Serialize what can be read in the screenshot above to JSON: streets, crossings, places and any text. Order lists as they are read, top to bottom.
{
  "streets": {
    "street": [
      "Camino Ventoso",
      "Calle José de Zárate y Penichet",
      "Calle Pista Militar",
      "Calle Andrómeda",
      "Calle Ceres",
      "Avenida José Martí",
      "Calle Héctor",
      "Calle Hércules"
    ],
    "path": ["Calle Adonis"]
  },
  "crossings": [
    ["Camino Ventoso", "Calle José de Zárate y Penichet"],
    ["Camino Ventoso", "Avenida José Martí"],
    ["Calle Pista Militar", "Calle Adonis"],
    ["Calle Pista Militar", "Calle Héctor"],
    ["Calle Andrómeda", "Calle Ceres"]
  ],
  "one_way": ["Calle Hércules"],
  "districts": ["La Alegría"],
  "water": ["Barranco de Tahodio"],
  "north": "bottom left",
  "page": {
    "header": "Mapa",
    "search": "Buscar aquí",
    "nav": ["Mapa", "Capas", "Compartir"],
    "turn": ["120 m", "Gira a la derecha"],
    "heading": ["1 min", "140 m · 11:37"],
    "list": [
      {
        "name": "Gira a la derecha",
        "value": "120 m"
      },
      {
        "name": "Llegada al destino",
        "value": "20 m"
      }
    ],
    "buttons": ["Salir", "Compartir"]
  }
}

- - - -

[ASSIGNMENT]
For the word "bottom", show every line of the entries that holds it.

[RESPONSE AREA]
Serialize what can be read in the screenshot above to JSON: streets, crossings, places and any text. Order lists as they are read, top to bottom.
  "north": "bottom left",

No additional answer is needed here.